* **What the task requires**
Copy out all lines of the records in which the word "Amir" appears.

Stored data
○ ○ ○ ○ ○ ○ ○

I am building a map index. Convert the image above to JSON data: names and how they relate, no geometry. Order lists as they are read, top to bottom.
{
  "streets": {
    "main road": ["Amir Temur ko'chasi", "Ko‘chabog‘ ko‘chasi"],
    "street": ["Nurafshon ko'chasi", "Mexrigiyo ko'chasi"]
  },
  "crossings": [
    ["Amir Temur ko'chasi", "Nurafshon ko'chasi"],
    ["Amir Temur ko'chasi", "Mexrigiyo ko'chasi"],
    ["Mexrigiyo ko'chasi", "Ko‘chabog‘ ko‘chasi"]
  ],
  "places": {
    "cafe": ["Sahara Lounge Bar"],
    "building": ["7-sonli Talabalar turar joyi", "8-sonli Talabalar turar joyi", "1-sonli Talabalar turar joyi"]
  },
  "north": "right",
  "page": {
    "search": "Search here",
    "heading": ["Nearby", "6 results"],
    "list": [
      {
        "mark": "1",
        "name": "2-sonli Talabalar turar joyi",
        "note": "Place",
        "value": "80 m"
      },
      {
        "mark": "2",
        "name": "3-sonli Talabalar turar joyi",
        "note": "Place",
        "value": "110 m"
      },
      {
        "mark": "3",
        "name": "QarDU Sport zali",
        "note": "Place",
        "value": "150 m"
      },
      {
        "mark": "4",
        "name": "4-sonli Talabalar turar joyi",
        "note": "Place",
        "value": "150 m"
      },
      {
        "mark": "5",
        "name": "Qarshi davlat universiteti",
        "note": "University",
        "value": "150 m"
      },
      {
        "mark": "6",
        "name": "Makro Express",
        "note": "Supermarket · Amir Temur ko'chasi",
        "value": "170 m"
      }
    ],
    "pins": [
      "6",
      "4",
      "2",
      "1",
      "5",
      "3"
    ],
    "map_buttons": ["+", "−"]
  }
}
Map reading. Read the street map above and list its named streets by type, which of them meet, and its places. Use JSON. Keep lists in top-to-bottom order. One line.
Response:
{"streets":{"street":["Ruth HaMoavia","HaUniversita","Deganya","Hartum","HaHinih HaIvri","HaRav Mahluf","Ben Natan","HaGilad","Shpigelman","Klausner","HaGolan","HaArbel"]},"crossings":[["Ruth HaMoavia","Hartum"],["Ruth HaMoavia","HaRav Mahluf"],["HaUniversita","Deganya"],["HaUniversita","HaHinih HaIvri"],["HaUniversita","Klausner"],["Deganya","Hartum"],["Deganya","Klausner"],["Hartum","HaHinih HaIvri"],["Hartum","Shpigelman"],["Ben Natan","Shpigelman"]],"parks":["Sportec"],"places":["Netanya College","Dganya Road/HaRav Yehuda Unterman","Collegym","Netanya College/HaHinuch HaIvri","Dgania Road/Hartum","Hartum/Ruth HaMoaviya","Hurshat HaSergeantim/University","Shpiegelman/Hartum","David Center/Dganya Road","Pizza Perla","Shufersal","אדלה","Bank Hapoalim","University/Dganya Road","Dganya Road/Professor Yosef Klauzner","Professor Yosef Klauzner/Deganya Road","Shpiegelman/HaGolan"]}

○ ○ ○ ○ ○ ○ ○

* **Completed exercise**
    "main road": ["Amir Temur ko'chasi", "Ko‘chabog‘ ko‘chasi"],
    ["Amir Temur ko'chasi", "Nurafshon ko'chasi"],
    ["Amir Temur ko'chasi", "Mexrigiyo ko'chasi"],
        "note": "Supermarket · Amir Temur ko'chasi",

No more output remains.